PassportEye documentation¶
The PassportEye package provides tools for recognizing machine readable zones (MRZ) from scanned identification documents. The documents may be located rather arbitrarily on the page - the code tries to find anything resembling a MRZ and parse it from there.
Installation¶
The simplest way to install the package is via easy_install
or
pip
:
$ pip install PassportEye
Note that PassportEye depends on numpy, scipy, matplotlib and scikit-image, among other things. The installation of those requirements, although automatic, may take time or fail sometimes for various reasons (e.g. lack of necessary libraries). If this happens, consider installing the dependencies explicitly from the binary packages, such as those provided by the OS distribution or the “wheel” packages. Another convenient option is to use a Python distribution with pre-packaged numpy/scipy/matplotlib binaries (Anaconda Python being a great choice at the moment).
In addition, you must have the Tesseract OCR installed and added to the system path: the tesseract
tool must be
accessible at the command line.
Service usage¶
On launching server/index.py (or using our provided Docker image), PassportEye is going to run as a service on 5000 port, exposing an API that can be used from your services to verify documents. The API is documented here.
Command-line usage¶
On installation, the package installs a standalone tool mrz
into your Python scripts path, which can be used from command-line for batch
verification of documents and for other purposes, as necessary. The command-line API is described here.
Python usage¶
You can also use MRZ as a library in your Python code if you want to be able to integrate it deeper and have better control over features present. Python usage is described here.
How PasswordEye can be used¶
PasswordEye can be used from command-line, through its service API or through its Python API:
Python usage¶
In order to use the PasswordEye functions in Python code, simply do:
>> from passporteye import read_mrz >> mrz = read_mrz(image_filename)
The returned object (unless it is None, which means no ROI was detected) contains the fields extracted from the MRZ along
with some metainformation. For the description of the available fields, see the docstring for the passporteye.mrz.text.MRZ class.

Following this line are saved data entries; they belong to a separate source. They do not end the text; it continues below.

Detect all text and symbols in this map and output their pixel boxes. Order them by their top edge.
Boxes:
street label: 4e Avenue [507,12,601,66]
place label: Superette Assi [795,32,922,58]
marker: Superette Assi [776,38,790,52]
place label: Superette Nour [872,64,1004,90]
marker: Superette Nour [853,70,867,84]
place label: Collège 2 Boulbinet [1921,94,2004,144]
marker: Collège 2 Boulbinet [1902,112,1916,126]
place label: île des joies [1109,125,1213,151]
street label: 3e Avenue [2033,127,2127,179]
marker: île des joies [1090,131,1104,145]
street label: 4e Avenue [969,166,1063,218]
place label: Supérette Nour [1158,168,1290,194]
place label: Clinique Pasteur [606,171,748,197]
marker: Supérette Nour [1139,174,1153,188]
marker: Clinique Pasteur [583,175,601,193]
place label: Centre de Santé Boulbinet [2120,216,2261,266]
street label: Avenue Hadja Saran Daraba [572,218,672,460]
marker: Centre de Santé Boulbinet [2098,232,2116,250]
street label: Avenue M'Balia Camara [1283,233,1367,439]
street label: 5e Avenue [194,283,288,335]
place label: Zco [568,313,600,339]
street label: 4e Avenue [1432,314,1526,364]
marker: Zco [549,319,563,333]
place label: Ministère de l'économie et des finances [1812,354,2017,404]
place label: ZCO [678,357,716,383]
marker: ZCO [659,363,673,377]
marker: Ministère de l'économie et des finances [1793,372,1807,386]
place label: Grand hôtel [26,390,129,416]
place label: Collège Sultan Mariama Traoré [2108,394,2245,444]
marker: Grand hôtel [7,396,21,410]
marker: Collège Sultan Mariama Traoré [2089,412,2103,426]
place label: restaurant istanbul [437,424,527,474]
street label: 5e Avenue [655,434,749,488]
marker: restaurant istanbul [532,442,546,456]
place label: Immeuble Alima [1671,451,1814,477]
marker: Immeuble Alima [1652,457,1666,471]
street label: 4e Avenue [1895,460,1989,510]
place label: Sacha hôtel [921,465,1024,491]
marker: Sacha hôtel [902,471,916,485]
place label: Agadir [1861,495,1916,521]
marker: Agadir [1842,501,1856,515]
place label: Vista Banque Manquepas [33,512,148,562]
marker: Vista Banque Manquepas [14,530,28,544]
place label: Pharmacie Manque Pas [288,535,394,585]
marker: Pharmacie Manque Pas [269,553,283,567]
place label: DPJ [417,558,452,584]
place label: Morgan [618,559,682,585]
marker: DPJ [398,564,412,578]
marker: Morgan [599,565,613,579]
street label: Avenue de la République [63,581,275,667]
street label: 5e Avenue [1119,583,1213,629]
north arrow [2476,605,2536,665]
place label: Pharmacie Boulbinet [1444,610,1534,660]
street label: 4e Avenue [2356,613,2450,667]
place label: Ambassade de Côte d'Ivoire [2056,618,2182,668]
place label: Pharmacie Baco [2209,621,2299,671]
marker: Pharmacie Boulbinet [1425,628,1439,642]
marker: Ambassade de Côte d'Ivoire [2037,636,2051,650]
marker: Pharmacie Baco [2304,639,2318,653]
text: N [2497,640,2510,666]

Note that you can convert the object to a dictionary using the to_dict()
method.
If you want to have the ROI reported alongside the MRZ, call the read_mrz
function as follows:
>> mrz = read_mrz(image_filename, save_roi=True)
The ROI can then be accessed as mrz.aux['roi']
– it is a numpy ndarray, representing the (grayscale) image region where the OCR was applied.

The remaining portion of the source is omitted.